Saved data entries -
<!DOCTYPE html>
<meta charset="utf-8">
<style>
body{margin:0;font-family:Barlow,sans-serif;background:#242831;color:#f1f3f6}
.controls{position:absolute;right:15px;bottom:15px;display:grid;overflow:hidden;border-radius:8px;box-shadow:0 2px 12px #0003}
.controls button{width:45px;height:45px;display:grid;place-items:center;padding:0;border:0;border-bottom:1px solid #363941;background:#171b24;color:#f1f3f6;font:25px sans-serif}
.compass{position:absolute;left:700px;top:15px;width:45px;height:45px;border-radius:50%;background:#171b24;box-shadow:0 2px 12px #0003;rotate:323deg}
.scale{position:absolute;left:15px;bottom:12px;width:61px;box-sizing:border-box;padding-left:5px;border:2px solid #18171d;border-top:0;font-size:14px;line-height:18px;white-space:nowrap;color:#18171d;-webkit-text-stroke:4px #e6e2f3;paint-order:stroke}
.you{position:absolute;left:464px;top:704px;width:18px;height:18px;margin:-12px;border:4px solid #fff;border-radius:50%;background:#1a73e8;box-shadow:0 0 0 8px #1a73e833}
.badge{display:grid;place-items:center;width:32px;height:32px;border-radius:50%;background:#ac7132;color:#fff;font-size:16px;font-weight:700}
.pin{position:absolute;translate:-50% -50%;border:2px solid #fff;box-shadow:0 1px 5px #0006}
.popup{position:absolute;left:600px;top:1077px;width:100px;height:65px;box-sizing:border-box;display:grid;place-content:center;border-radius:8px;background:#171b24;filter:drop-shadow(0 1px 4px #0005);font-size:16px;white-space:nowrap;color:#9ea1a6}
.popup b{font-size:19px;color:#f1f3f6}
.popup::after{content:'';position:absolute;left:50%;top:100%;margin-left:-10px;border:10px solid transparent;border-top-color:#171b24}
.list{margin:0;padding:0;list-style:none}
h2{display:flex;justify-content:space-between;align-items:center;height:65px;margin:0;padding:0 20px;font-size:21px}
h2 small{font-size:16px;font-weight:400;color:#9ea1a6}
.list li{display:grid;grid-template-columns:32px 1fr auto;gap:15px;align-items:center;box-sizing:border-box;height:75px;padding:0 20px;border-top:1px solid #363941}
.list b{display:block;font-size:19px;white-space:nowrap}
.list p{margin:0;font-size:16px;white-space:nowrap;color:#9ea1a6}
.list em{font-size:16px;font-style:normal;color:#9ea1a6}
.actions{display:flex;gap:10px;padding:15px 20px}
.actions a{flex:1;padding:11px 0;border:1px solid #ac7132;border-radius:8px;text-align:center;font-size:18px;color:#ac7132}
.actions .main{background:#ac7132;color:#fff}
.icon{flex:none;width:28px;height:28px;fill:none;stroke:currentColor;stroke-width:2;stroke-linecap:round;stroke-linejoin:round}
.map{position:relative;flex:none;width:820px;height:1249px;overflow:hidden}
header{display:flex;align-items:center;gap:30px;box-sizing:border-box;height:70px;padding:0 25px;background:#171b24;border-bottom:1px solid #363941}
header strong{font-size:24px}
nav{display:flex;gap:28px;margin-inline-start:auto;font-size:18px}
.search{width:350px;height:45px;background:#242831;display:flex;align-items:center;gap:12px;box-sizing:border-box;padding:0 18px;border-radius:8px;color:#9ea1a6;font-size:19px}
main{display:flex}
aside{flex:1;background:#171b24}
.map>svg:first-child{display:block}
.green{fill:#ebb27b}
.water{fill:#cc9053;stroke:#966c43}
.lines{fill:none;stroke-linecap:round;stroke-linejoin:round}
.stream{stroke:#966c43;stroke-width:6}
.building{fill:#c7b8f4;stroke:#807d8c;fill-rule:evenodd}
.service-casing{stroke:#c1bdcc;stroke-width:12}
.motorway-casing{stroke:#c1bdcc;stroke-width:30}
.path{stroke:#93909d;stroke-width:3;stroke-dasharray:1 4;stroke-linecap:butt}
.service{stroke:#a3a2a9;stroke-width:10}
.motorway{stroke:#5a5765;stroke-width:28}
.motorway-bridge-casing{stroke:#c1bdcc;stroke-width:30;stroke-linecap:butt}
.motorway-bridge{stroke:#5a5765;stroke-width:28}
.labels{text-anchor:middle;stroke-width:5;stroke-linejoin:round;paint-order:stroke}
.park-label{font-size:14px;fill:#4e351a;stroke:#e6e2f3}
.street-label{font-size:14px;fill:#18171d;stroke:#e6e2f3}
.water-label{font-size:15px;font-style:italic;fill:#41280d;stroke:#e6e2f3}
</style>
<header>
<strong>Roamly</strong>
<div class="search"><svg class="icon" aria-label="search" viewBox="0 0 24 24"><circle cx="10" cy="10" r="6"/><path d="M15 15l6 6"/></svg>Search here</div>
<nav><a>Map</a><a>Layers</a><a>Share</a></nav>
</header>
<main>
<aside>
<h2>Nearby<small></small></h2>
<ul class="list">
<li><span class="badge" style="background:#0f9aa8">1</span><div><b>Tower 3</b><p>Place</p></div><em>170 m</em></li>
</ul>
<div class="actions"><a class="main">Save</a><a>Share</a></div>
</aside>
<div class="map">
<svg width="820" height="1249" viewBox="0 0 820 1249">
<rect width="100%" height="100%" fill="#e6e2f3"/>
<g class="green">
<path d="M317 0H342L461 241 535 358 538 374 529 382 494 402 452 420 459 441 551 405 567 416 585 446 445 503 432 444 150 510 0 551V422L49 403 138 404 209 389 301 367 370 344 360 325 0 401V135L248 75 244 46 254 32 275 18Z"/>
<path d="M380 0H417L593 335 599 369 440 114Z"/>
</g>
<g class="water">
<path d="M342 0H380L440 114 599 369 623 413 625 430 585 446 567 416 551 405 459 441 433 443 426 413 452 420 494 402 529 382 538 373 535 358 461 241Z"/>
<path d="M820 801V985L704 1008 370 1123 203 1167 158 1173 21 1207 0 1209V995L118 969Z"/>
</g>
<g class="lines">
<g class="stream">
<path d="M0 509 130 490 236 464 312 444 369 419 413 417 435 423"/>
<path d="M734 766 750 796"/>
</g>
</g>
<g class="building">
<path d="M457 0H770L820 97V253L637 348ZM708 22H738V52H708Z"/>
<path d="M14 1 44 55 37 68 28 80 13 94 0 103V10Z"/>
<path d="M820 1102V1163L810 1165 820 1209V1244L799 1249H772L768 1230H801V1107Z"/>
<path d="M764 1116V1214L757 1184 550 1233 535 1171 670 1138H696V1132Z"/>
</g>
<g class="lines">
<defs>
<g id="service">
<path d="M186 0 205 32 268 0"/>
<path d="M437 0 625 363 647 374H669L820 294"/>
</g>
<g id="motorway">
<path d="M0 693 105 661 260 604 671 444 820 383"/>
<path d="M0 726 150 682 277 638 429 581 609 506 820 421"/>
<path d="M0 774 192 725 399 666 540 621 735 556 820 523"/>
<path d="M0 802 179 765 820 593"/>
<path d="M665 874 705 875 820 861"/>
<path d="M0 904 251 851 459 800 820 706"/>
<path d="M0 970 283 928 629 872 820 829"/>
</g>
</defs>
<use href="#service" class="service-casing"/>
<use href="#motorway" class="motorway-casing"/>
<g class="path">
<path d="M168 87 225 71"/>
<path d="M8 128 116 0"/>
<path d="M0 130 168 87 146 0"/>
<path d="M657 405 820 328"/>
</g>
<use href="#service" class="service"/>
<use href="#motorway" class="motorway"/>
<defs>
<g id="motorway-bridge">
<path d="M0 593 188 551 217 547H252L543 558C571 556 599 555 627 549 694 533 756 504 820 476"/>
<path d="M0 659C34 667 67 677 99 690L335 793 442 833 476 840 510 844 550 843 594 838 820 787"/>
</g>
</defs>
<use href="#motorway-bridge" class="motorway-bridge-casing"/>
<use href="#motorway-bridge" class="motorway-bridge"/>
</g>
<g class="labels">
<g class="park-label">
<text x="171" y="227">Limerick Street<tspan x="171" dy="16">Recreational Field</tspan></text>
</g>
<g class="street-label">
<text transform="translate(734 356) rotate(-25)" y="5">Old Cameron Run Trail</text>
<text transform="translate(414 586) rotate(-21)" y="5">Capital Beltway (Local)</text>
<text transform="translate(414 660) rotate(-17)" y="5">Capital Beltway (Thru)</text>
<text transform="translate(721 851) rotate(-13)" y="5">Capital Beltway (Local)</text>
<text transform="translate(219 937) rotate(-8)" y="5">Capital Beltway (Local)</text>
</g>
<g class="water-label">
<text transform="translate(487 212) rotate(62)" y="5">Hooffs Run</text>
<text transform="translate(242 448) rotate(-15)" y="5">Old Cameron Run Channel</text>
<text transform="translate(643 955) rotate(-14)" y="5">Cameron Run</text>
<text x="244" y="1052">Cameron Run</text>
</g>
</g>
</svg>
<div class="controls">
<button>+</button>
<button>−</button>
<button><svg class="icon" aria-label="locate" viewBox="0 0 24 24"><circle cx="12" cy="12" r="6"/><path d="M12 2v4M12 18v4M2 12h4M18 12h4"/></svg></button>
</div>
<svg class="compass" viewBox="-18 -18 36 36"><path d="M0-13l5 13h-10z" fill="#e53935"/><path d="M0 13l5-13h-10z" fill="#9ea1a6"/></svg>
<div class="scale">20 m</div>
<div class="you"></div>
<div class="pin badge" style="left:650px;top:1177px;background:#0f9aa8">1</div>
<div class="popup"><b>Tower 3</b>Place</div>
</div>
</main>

EXERCISE BRIEF -
Scan the records above and show every line in which the word "list" occurs.

SOLUTION TO THE PROBLEM -
.list{margin:0;padding:0;list-style:none}
.list li{display:grid;grid-template-columns:32px 1fr auto;gap:15px;align-items:center;box-sizing:border-box;height:75px;padding:0 20px;border-top:1px solid #363941}
.list b{display:block;font-size:19px;white-space:nowrap}
.list p{margin:0;font-size:16px;white-space:nowrap;color:#9ea1a6}
.list em{font-size:16px;font-style:normal;color:#9ea1a6}
<ul class="list">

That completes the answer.